Posted in Books, pictures, Running, Statistics, Travel, University life with tags , , , , , , , , , , on December 6, 2017 by xi'an

A paper that was arXived [and that I missed!] last summer is a work on resampling by Mathieu Gerber, Nicolas Chopin (CREST), and Nick Whiteley. Resampling is used to sample from a weighted empirical distribution and to correct for very small weights in a weighted sample that otherwise lead to degeneracy in sequential Monte Carlo (SMC). Since this step is based on random draws, it induces noise (while improving the estimation of the target), reducing this noise is preferable, hence the appeal of replacing plain multinomial sampling with more advanced schemes. The initial motivation is for sequential Monte Carlo where resampling is rife and seemingly compulsory, but this also applies to importance sampling when considering several schemes at once. I remember discussing alternative schemes with Nicolas, then completing his PhD, as well as Olivier Cappé, Randal Douc, and Eric Moulines at the time (circa 2004) we were working on the Hidden Markov book. And getting then a somewhat vague idea as to why systematic resampling failed to converge.

In this paper, Mathieu, Nicolas and Nick show that stratified sampling (where a uniform is generated on every interval of length 1/n) enjoys some form of consistent, while systematic sampling (where the “same” uniform is generated on every interval of length 1/n) does not necessarily enjoy this consistency.

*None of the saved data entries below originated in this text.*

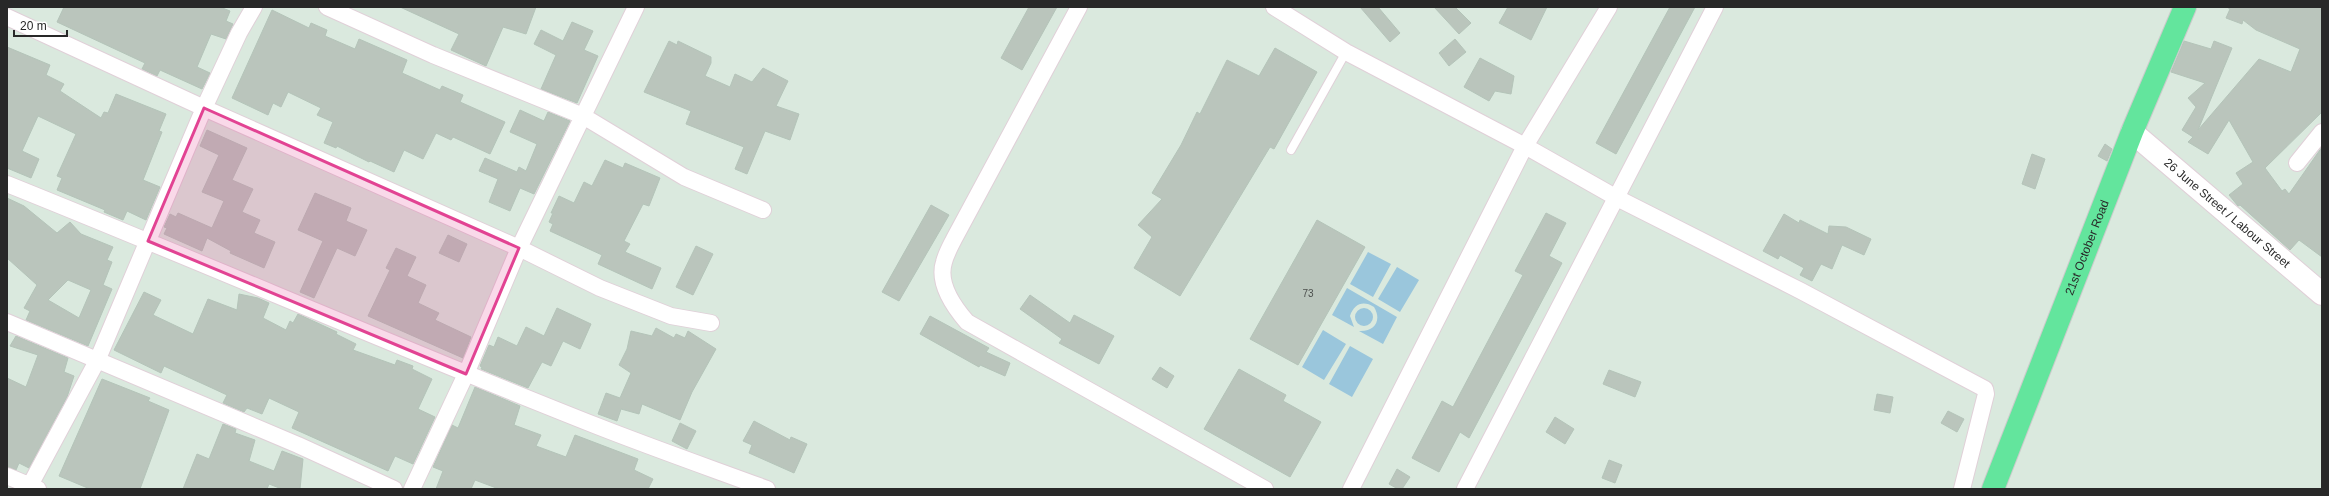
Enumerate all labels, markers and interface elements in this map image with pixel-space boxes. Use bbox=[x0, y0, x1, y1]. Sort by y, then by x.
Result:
scale bar bbox=[14, 12, 67, 38]
text: 20 m bbox=[20, 19, 47, 33]
street label: 26 June Street / Labour Street bbox=[2161, 156, 2293, 271]
street label: 21st October Road bbox=[2062, 198, 2112, 297]
house number: 73 bbox=[1302, 288, 1314, 299]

There actually exists cases where convergence does not occur. However, a residual version of systematic sampling (where systematic sampling is applied to the residuals of the decimal parts of the n-enlarged weights) is itself consistent.

The paper also studies the surprising feature uncovered by Kitagawa (1996) that stratified sampling applied to an ordered sample brings an error of O(1/n²) between the cdf rather than the usual O(1/n). It took me a while to even understand the distinction between the original and the ordered version (maybe because Nicolas used the empirical cdf during his SAD (Stochastic Algorithm Day!) talk, ecdf that is the same for ordered and initial samples).  And both systematic and deterministic sampling become consistent in this case. The result was shown in dimension one by Kitagawa (1996) but extends to larger dimensions via the magical trick of the Hilbert curve.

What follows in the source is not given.